Understated and more often than not charming Liz Lenten’s pop styled folk have a beautiful, and on occasions a quirky feel. Her whispery, girl-ish vocals lead the listener into the lyrics in discerning fashion, and with her responsible for all the lyrics (she shares the musical honours with guitarist, Max Gilkes) it is good to have her back after her recording sabbatical. For Lenten after fronting the band in 1999 on their debut EP (Sweet Sabastian) and had Tim Pettit (Travis, Sun House, Carlene Carter) produce their follow-up ‘For Life’ and in 2003 we had their debut album, Dreams. Then came her taking time out to concentrate on parenthood.
‘This Is The Life’ opens with a familiar ring to it. An old soul pop hit from somewhere down the line but exactly what I am unsure, whatever it is it suits her and the band! Likewise, fitting like a glove you have to a funky, pounding beat ‘Shame on You’ that speaks of dancing till you drop on her ‘girls’ night out and not far behind it there is ‘Day Dreamin’ (rich in hooky summertime grooves; a little Caribbean) and on calling for forceful piano (Gilkes) and wistful violin (Eliza Carthy) Lenten speaks of life’s riches. Others in support on the album include Jevon Beaumont (bass), Willy Molleson, Wan Hewitt (percussion) and Rob Lewis (cello) with a bunch more on harmony vocals.

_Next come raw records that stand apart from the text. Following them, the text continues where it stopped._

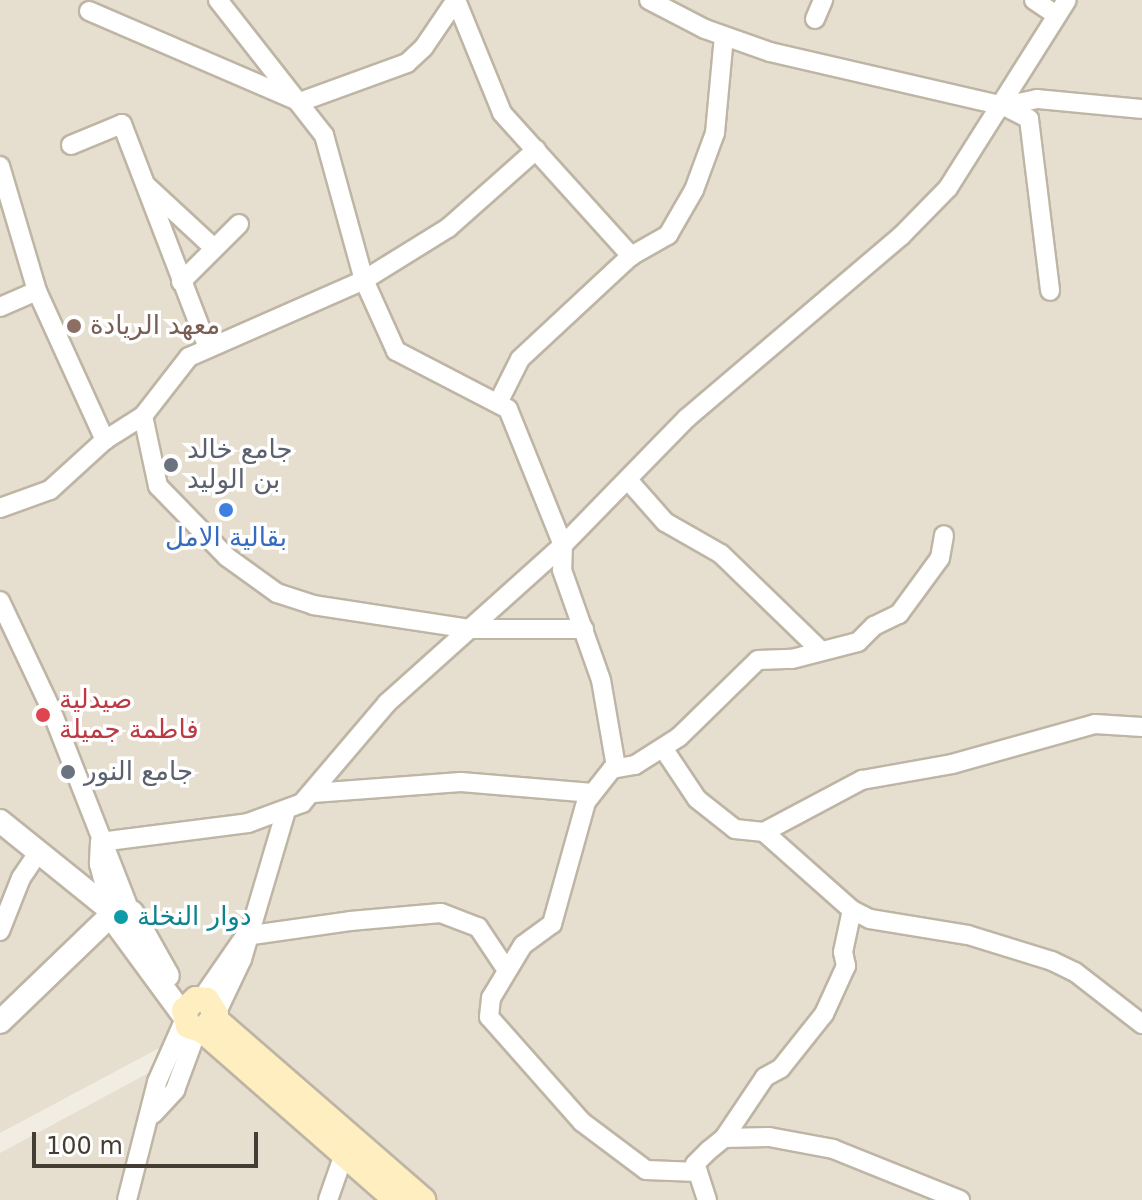 <!DOCTYPE html>
<html>
<head>
<meta charset="utf-8">
<style>
  body { margin:0 }
  #map { position:relative; width:1142px; height:1200px; overflow:hidden; background:#f2ede3; font-family:"DejaVu Sans",Vazirmatn,sans-serif }
  div>[style] { position:absolute }
  .residential>* { inset:0; background:#e6dfd0 }
  .roads { filter:drop-shadow(2px 0 #beb5a5) drop-shadow(-2px 0 #beb5a5) drop-shadow(0 2px #beb5a5) drop-shadow(0 -2px #beb5a5) }
  .minor>* { height:18px; margin:-9px; padding:0 9px; transform-origin:9px; border-radius:9px; background:#fff }
  .tertiary>* { height:22px; margin:-11px; padding:0 11px; transform-origin:11px; border-radius:11px; background:#fff }
  .secondary>* { height:24px; margin:-12px; padding:0 12px; transform-origin:12px; border-radius:12px; background:#ffefc0 }
  .dots>* { width:22px; height:22px; translate:-50% -50%; box-sizing:border-box; border:4px solid #fff; border-radius:50% }
  span { translate:-50% -50%; white-space:nowrap; text-align:center; line-height:1.15; -webkit-text-stroke:7px #fff; paint-order:stroke }
  .education-label { font-size:26px; color:#785e54 }
  .left { translate:0 -50%; text-align:left }
  .worship-label { font-size:26px; color:#5b616d }
  .shop-label { font-size:26px; color:#366cbe }
  .health-label { font-size:26px; color:#be3a42 }
  .culture-label { font-size:26px; color:#0d838f }
  .scale { position:absolute; left:32px; top:1132px; width:226px; height:36px; box-sizing:border-box; border:4px solid #443d33; border-top:0; padding-left:10px; font-size:24px; line-height:28px; white-space:nowrap; color:#443d33; -webkit-text-stroke:6px #fff; paint-order:stroke }
</style>
</head>
<body>
<div id="map">
  <div class="residential">
    <i style="clip-path:polygon(0 0,1142px 0,1142px 1200px,420px 1200px,208px 1022px,0 1133px)"></i>
    <i style="clip-path:polygon(208px 1041px,386px 1200px,0 1200px,0 1153px)"></i>
  </div>
  <div class="roads">
    <div class="minor">
      <i style="left:218px;top:0;width:172px;rotate:51.9deg"></i>
      <i style="left:324px;top:135px;width:150px;rotate:74.6deg"></i>
      <i style="left:364px;top:280px;width:78px;rotate:65.7deg"></i>
      <i style="left:396px;top:351px;width:126px;rotate:27.4deg"></i>
      <i style="left:508px;top:409px;width:147px;rotate:68deg"></i>
      <i style="left:563px;top:545px;width:25px;rotate:92deg"></i>
      <i style="left:562px;top:570px;width:117px;rotate:70.5deg"></i>
      <i style="left:601px;top:680px;width:88px;rotate:80.2deg"></i>
      <i style="left:456px;top:0;width:122px;rotate:67.8deg"></i>
      <i style="left:502px;top:113px;width:193px;rotate:47.9deg"></i>
      <i style="left:631px;top:256px;width:43px;rotate:-29.6deg"></i>
      <i style="left:668px;top:235px;width:52px;rotate:-60deg"></i>
      <i style="left:694px;top:190px;width:61px;rotate:-69.8deg"></i>
      <i style="left:715px;top:133px;width:97px;rotate:-84.7deg"></i>
      <i style="left:649px;top:0;width:63px;rotate:27.4deg"></i>
      <i style="left:705px;top:29px;width:69px;rotate:19.5deg"></i>
      <i style="left:770px;top:52px;width:240px;rotate:13deg"></i>
      <i style="left:1004px;top:106px;width:28px;rotate:27deg"></i>
      <i style="left:1029px;top:119px;width:173px;rotate:83deg"></i>
      <i style="left:1034px;top:0;width:27px;rotate:34deg"></i>
      <i style="left:89px;top:11px;width:230px;rotate:23.3deg"></i>
      <i style="left:300px;top:102px;width:114px;rotate:-20deg"></i>
      <i style="left:407px;top:63px;width:23px;rotate:-43deg"></i>
      <i style="left:424px;top:47px;width:57px;rotate:-55.8deg"></i>
      <i style="left:815px;top:19px;width:21px;rotate:-67deg"></i>
      <i style="left:1004px;top:106px;width:34px;rotate:-12deg"></i>
      <i style="left:1037px;top:99px;width:105px;rotate:5.4deg"></i>
      <i style="left:71px;top:145px;width:55px;rotate:-22.4deg"></i>
      <i style="left:122px;top:124px;width:240px;rotate:69deg"></i>
      <i style="left:0;top:166px;width:130px;rotate:73.5deg"></i>
      <i style="left:37px;top:291px;width:164px;rotate:65.5deg"></i>
      <i style="left:147px;top:186px;width:91px;rotate:42.8deg"></i>
      <i style="left:181px;top:282px;width:82px;rotate:-45deg"></i>
      <i style="left:0;top:307px;width:40px;rotate:-23.4deg"></i>
      <i style="left:498px;top:403px;width:49px;rotate:-63.4deg"></i>
      <i style="left:520px;top:359px;width:151px;rotate:-42.9deg"></i>
      <i style="left:143px;top:416px;width:72px;rotate:77.9deg"></i>
      <i style="left:158px;top:486px;width:99px;rotate:45.8deg"></i>
      <i style="left:227px;top:557px;width:62px;rotate:35.8deg"></i>
      <i style="left:277px;top:593px;width:38px;rotate:18deg"></i>
      <i style="left:313px;top:605px;width:158px;rotate:8.7deg"></i>
      <i style="left:469px;top:629px;width:115px"></i>
      <i style="left:628px;top:480px;width:56px;rotate:48.6deg"></i>
      <i style="left:665px;top:522px;width:64px;rotate:29.7deg"></i>
      <i style="left:721px;top:554px;width:138px;rotate:44.1deg"></i>
      <i style="left:0;top:508px;width:53px;rotate:-19.8deg"></i>
      <i style="left:50px;top:490px;width:74px;rotate:-42.3deg"></i>
      <i style="left:105px;top:440px;width:45px;rotate:-32.3deg"></i>
      <i style="left:143px;top:416px;width:75px;rotate:-52.1deg"></i>
      <i style="left:189px;top:357px;width:191px;rotate:-23.7deg"></i>
      <i style="left:364px;top:280px;width:99px;rotate:-31.8deg"></i>
      <i style="left:448px;top:228px;width:118px;rotate:-41.6deg"></i>
      <i style="left:0;top:601px;width:117px;rotate:64.7deg"></i>
      <i style="left:50px;top:707px;width:211px;rotate:68.6deg"></i>
      <i style="left:663px;top:748px;width:61px;rotate:56.3deg"></i>
      <i style="left:697px;top:799px;width:48px;rotate:38.3deg"></i>
      <i style="left:735px;top:829px;width:29px;rotate:6deg"></i>
      <i style="left:764px;top:832px;width:111px;rotate:-28deg"></i>
      <i style="left:862px;top:780px;width:91px;rotate:-10.1deg"></i>
      <i style="left:952px;top:764px;width:148px;rotate:-15.6deg"></i>
      <i style="left:1095px;top:724px;width:47px;rotate:3.7deg"></i>
      <i style="left:313px;top:793px;width:148px;rotate:-4.3deg"></i>
      <i style="left:461px;top:782px;width:132px;rotate:4.8deg"></i>
      <i style="left:764px;top:832px;width:118px;rotate:41.6deg"></i>
      <i style="left:852px;top:910px;width:20px;rotate:27deg"></i>
      <i style="left:870px;top:919px;width:99px;rotate:9.3deg"></i>
      <i style="left:968px;top:935px;width:88px;rotate:17.2deg"></i>
      <i style="left:1052px;top:961px;width:25px;rotate:26deg"></i>
      <i style="left:1075px;top:972px;width:85px;rotate:37.8deg"></i>
      <i style="left:100px;top:842px;width:149px;rotate:-7.3deg"></i>
      <i style="left:248px;top:823px;width:58px;rotate:-20.3deg"></i>
      <i style="left:302px;top:803px;width:131px;rotate:-49.6deg"></i>
      <i style="left:387px;top:703px;width:237px;rotate:-41.9deg"></i>
      <i style="left:563px;top:545px;width:177px;rotate:-45.7deg"></i>
      <i style="left:687px;top:418px;width:281px;rotate:-40.4deg"></i>
      <i style="left:901px;top:236px;width:67px;rotate:-45.6deg"></i>
      <i style="left:948px;top:188px;width:222px;rotate:-57.7deg"></i>
      <i style="left:100px;top:842px;width:22px;rotate:93deg"></i>
      <i style="left:99px;top:864px;width:43px;rotate:75.3deg"></i>
      <i style="left:0;top:931px;width:57px;rotate:-68.4deg"></i>
      <i style="left:21px;top:878px;width:29px;rotate:-56deg"></i>
      <i style="left:202px;top:998px;width:75px;rotate:-55.3deg"></i>
      <i style="left:245px;top:936px;width:106px;rotate:-8.1deg"></i>
      <i style="left:350px;top:921px;width:91px;rotate:-5deg"></i>
      <i style="left:441px;top:913px;width:40px;rotate:21deg"></i>
      <i style="left:478px;top:927px;width:50px;rotate:56.3deg"></i>
      <i style="left:216px;top:1014px;width:61px;rotate:-64.7deg"></i>
      <i style="left:242px;top:959px;width:151px;rotate:-73.5deg"></i>
      <i style="left:153px;top:1114px;width:33px;rotate:-47deg"></i>
      <i style="left:175px;top:1090px;width:63px;rotate:-69.6deg"></i>
      <i style="left:724px;top:1138px;width:73px;rotate:-56.1deg"></i>
      <i style="left:765px;top:1077px;width:18px;rotate:-29deg"></i>
      <i style="left:781px;top:1068px;width:69px;rotate:-51.5deg"></i>
      <i style="left:824px;top:1014px;width:53px;rotate:-65.4deg"></i>
      <i style="left:846px;top:966px;width:14px;rotate:-102deg"></i>
      <i style="left:843px;top:952px;width:43px;rotate:-77.9deg"></i>
      <i style="left:698px;top:1172px;width:52px;rotate:-177.8deg"></i>
      <i style="left:646px;top:1170px;width:80px;rotate:-143.1deg"></i>
      <i style="left:582px;top:1122px;width:140px;rotate:-131.5deg"></i>
      <i style="left:489px;top:1017px;width:19px;rotate:-84deg"></i>
      <i style="left:491px;top:998px;width:62px;rotate:-58.9deg"></i>
      <i style="left:523px;top:945px;width:36px;rotate:-36deg"></i>
      <i style="left:552px;top:924px;width:127px;rotate:-74.4deg"></i>
      <i style="left:586px;top:802px;width:42px;rotate:-51.8deg"></i>
      <i style="left:612px;top:769px;width:23px;rotate:-10deg"></i>
      <i style="left:635px;top:765px;width:52px;rotate:-32.5deg"></i>
      <i style="left:679px;top:737px;width:110px;rotate:-44.3deg"></i>
      <i style="left:758px;top:660px;width:34px;rotate:-2deg"></i>
      <i style="left:792px;top:659px;width:68px;rotate:-14.4deg"></i>
      <i style="left:858px;top:642px;width:23px;rotate:-45deg"></i>
      <i style="left:874px;top:626px;width:28px;rotate:-26deg"></i>
      <i style="left:899px;top:614px;width:69px;rotate:-53.8deg"></i>
      <i style="left:940px;top:558px;width:23px;rotate:-80deg"></i>
      <i style="left:127px;top:1200px;width:122px;rotate:-75.7deg"></i>
      <i style="left:157px;top:1082px;width:67px;rotate:-66.1deg"></i>
      <i style="left:328px;top:1200px;width:49px;rotate:-70.8deg"></i>
      <i style="left:707px;top:1200px;width:38px;rotate:-108deg"></i>
      <i style="left:695px;top:1164px;width:18px;rotate:-45deg"></i>
      <i style="left:708px;top:1151px;width:21px;rotate:-39deg"></i>
      <i style="left:724px;top:1138px;width:45px;rotate:-1.3deg"></i>
      <i style="left:769px;top:1137px;width:65px;rotate:10.6deg"></i>
      <i style="left:833px;top:1149px;width:137px;rotate:21.9deg"></i>
    </div>
    <div class="tertiary">
      <i style="left:0;top:821px;width:140px;rotate:38.9deg"></i>
      <i style="left:132px;top:912px;width:73px;rotate:60.6deg"></i>
      <i style="left:117px;top:925px;width:112px;rotate:53.7deg"></i>
      <i style="left:0;top:1022px;width:151px;rotate:-43.9deg"></i>
    </div>
    <div class="secondary">
      <i style="left:215px;top:1019px;width:276px;rotate:41deg"></i>
      <i style="left:203px;top:1031px;width:21px;rotate:-53deg"></i>
      <i style="left:216px;top:1014px;width:17px;rotate:-123deg"></i>
      <i style="left:207px;top:1000px;width:11px;rotate:-175deg"></i>
      <i style="left:196px;top:999px;width:16px;rotate:137deg"></i>
      <i style="left:184px;top:1010px;width:16px;rotate:76deg"></i>
      <i style="left:188px;top:1026px;width:16px;rotate:18deg"></i>
      <i style="left:203px;top:1031px;width:257px;rotate:41.2deg"></i>
    </div>
  </div>
  <div class="dots">
    <i style="left:74px;top:326px;background:#8d6e63"></i>
    <i style="left:171px;top:465px;background:#6b7280"></i>
    <i style="left:226px;top:510px;background:#3f7fe0"></i>
    <i style="left:43px;top:715px;background:#e0444e"></i>
    <i style="left:68px;top:772px;background:#6b7280"></i>
    <i style="left:121px;top:917px;background:#0f9aa8"></i>
  </div>
  <div class="education-label">
    <span class="left" style="left:90px;top:326px">معهد الريادة</span>
  </div>
  <div class="worship-label">
    <span class="left" style="left:187px;top:465px">جامع خالد<br>بن الوليد</span>
    <span class="left" style="left:84px;top:772px">جامع النور</span>
  </div>
  <div class="shop-label">
    <span style="left:226px;top:538px">بقالية الامل</span>
  </div>
  <div class="health-label">
    <span class="left" style="left:59px;top:715px">صيدلية<br>فاطمة جميلة</span>
  </div>
  <div class="culture-label">
    <span class="left" style="left:137px;top:917px">دوار النخلة</span>
  </div>
  <div class="scale">100 m</div>
</div>
</body>
</html>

Title-track ‘Indian Summer’ is a dreamy jazz cum pop wandering that seeps ever so slowly into one’s senses, though a little sombre and just too relaxed for me as it tends to meanders in a less than meaningful fashion. My favourite track is ‘Too Far From Home’ —that contains some superb violin, cello and a general infectious urgency that speaks of homesickness as she laments the fact she is ‘too far’ from her beau. It’s beautiful tones coupled with Lenten’s gentle coaxing tones ensure you can’t help but immediately want to play it again and again. I only wish there was more like it. I am tempted to suggest that to hear ‘Too Far From Home’ alone the project is made worthwhile, plus not a million miles in its slipstream her song ‘Stop The Clock’ is a finely spun reflective piece.